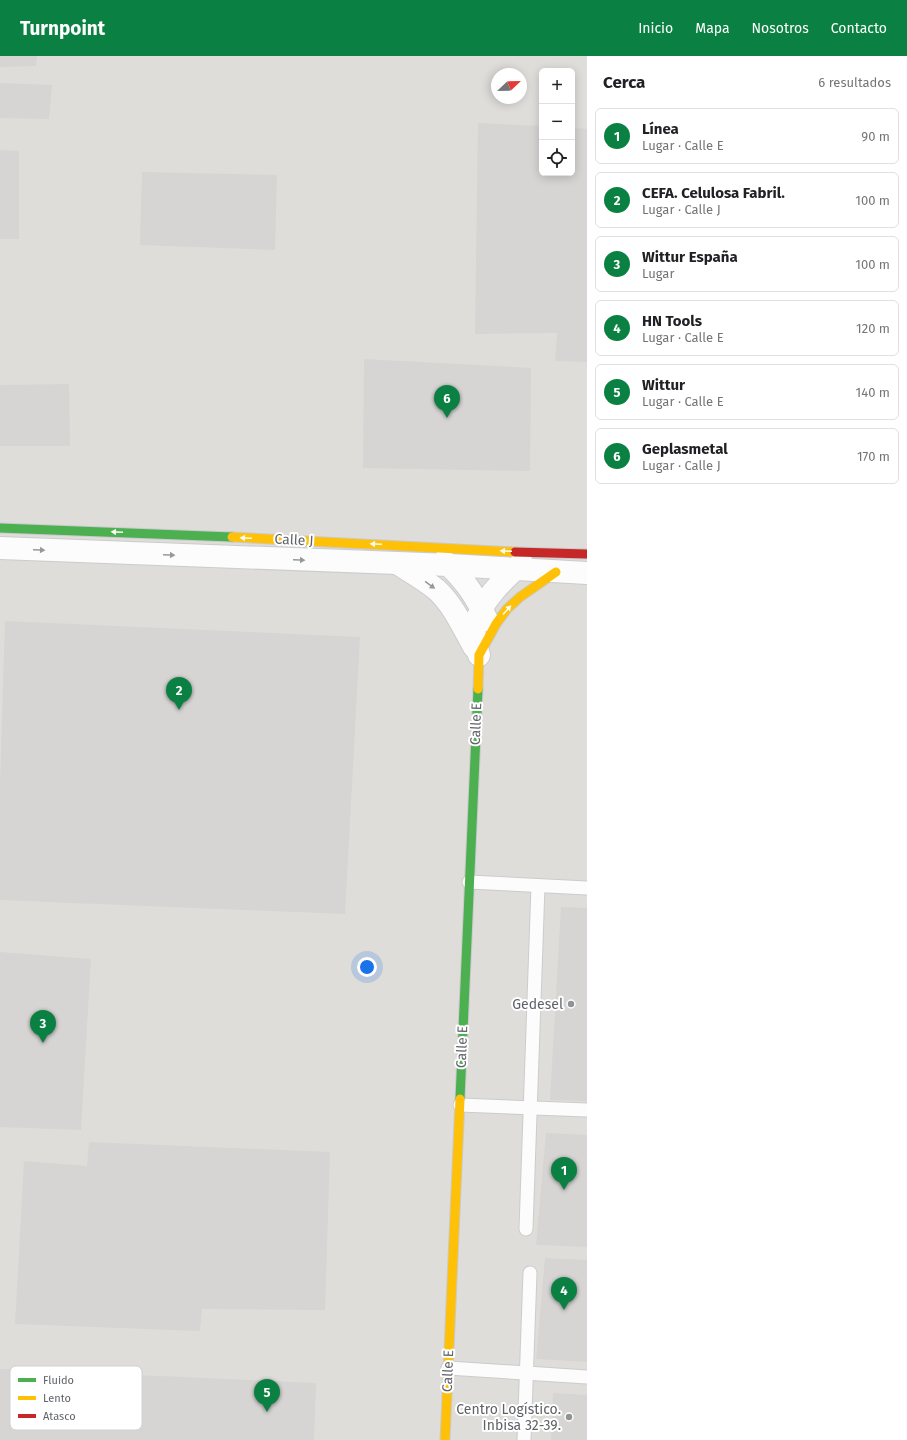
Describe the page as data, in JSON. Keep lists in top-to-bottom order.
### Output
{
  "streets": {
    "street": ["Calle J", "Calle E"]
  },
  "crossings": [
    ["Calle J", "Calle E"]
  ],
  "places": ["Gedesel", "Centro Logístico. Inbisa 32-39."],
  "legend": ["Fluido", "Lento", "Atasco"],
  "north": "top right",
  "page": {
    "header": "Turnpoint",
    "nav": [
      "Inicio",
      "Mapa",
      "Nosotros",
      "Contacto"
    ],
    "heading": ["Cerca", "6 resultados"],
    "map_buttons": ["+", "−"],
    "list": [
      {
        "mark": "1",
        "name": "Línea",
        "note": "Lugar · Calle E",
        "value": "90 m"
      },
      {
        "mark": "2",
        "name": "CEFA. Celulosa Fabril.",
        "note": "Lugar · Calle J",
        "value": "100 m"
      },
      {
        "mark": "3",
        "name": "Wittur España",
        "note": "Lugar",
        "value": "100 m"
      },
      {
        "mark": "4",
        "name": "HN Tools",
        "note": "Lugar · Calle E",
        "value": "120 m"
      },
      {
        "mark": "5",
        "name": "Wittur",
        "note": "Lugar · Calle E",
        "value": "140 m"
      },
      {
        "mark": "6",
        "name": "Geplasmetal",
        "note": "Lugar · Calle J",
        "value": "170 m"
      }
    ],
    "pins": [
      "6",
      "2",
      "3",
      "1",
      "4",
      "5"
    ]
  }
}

════════

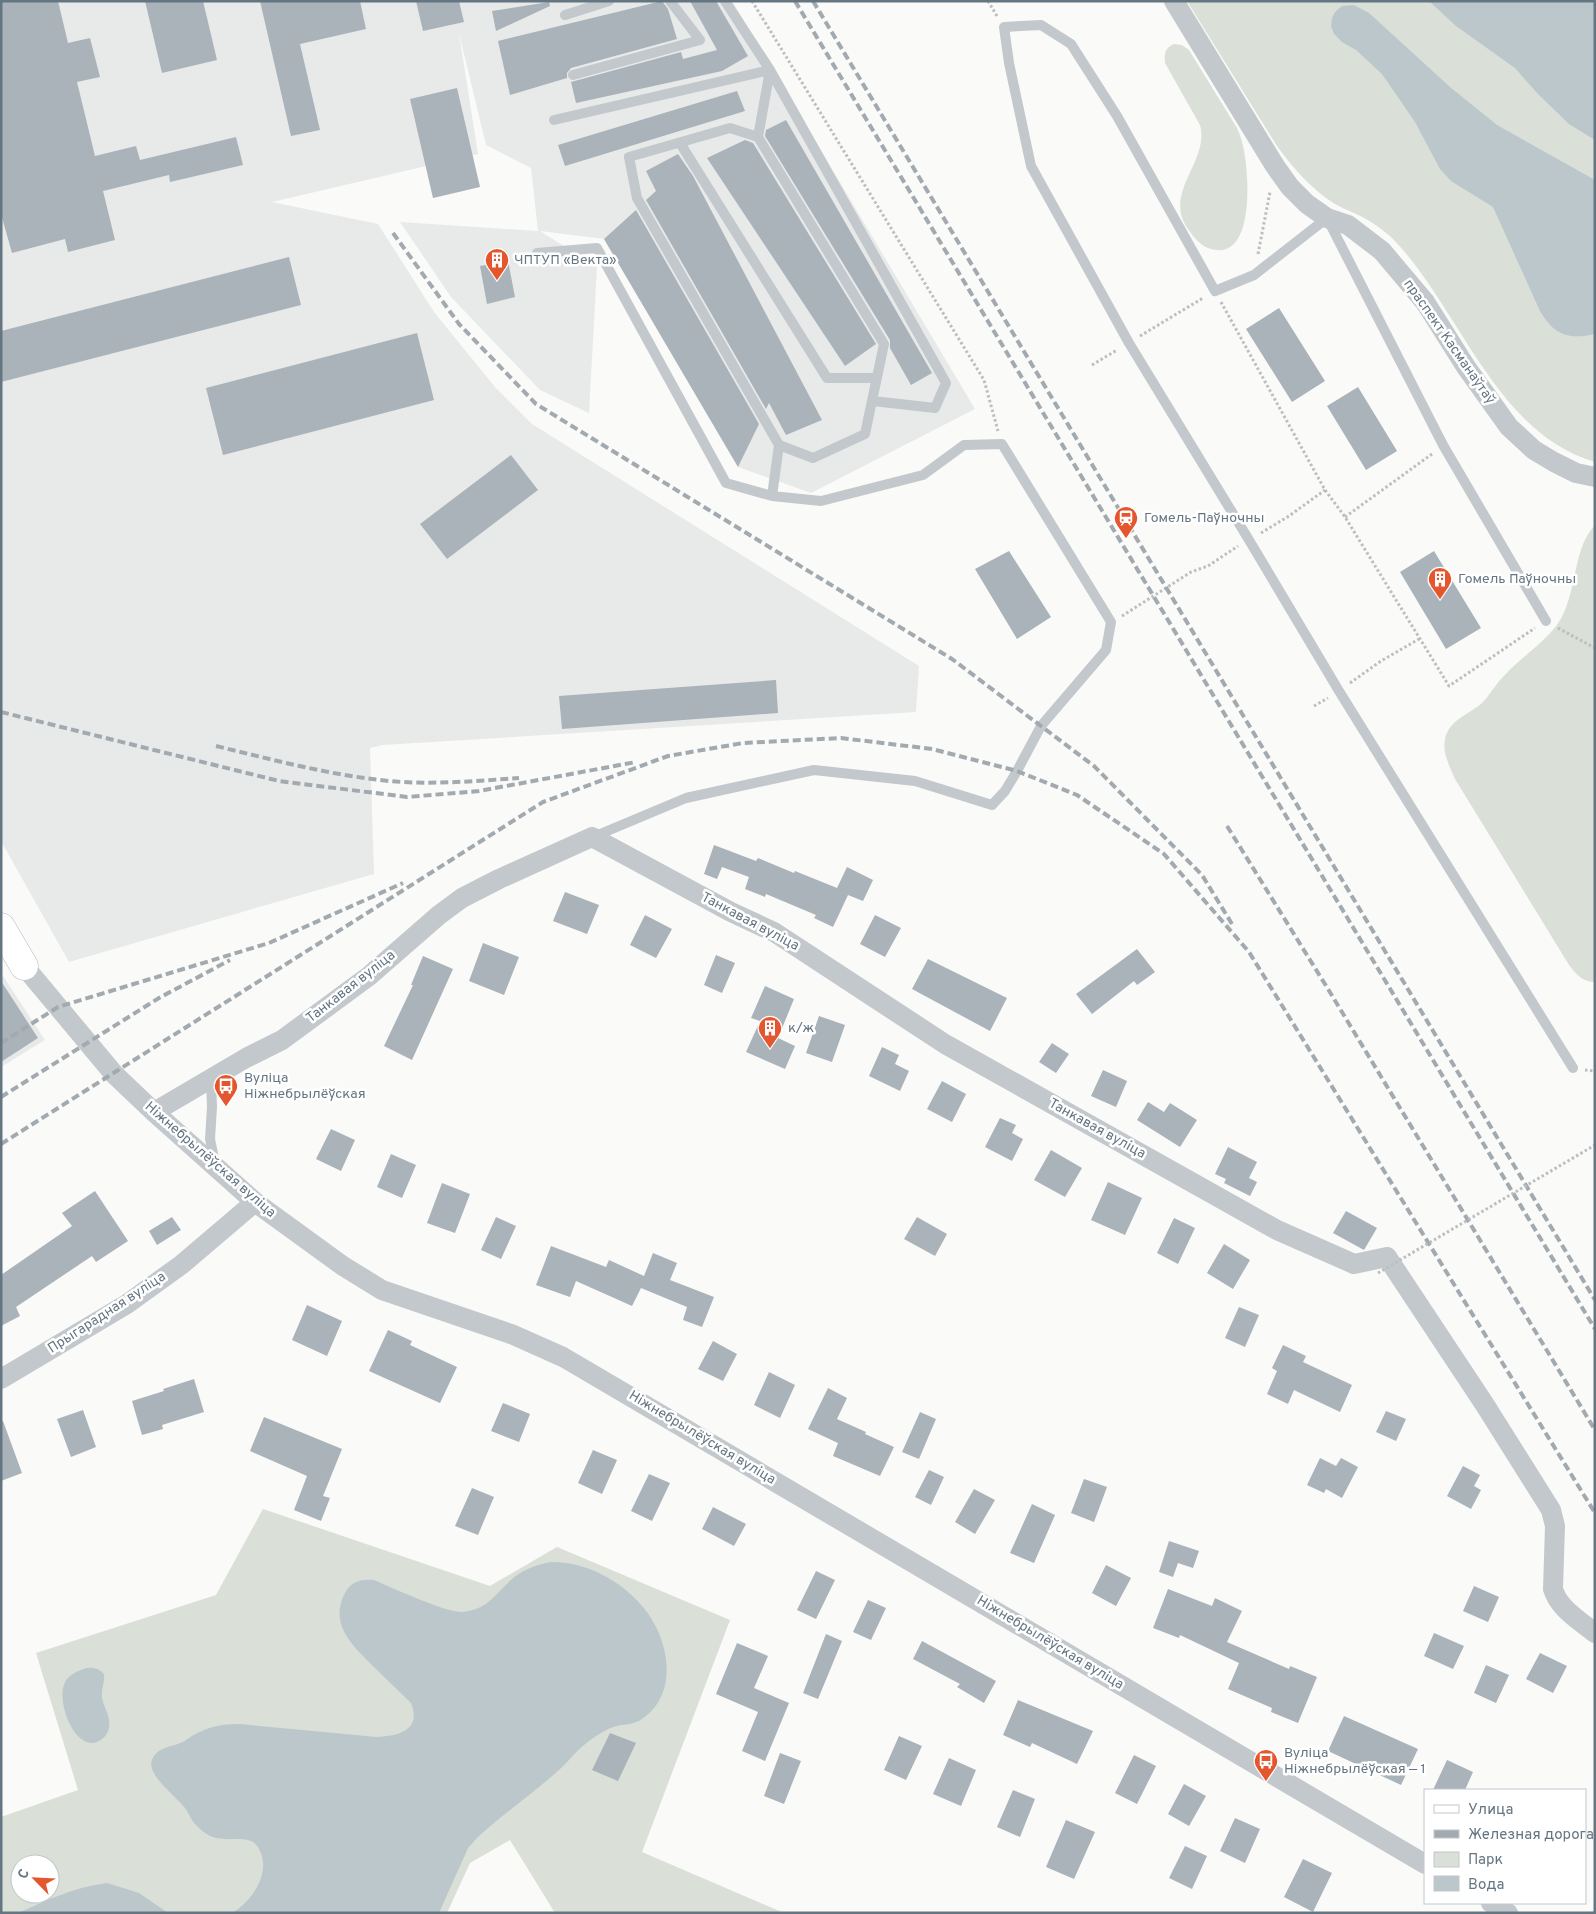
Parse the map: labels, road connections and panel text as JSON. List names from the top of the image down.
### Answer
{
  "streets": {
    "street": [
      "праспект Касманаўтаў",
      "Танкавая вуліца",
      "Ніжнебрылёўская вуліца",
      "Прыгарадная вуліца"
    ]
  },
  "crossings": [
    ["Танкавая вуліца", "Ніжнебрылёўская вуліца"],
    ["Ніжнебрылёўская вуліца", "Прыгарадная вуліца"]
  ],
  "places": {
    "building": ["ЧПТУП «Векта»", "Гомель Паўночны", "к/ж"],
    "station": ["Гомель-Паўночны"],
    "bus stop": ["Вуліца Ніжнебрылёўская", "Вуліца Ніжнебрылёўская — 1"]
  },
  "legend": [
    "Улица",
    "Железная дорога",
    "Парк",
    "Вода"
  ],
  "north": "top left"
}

════════

### About this task
Among the lines above, which hold the word "JSON"? Report each one.

### Written answer
Describe the page as data, in JSON. Keep lists in top-to-bottom order.
Parse the map: labels, road connections and panel text as JSON. List names from the top of the image down.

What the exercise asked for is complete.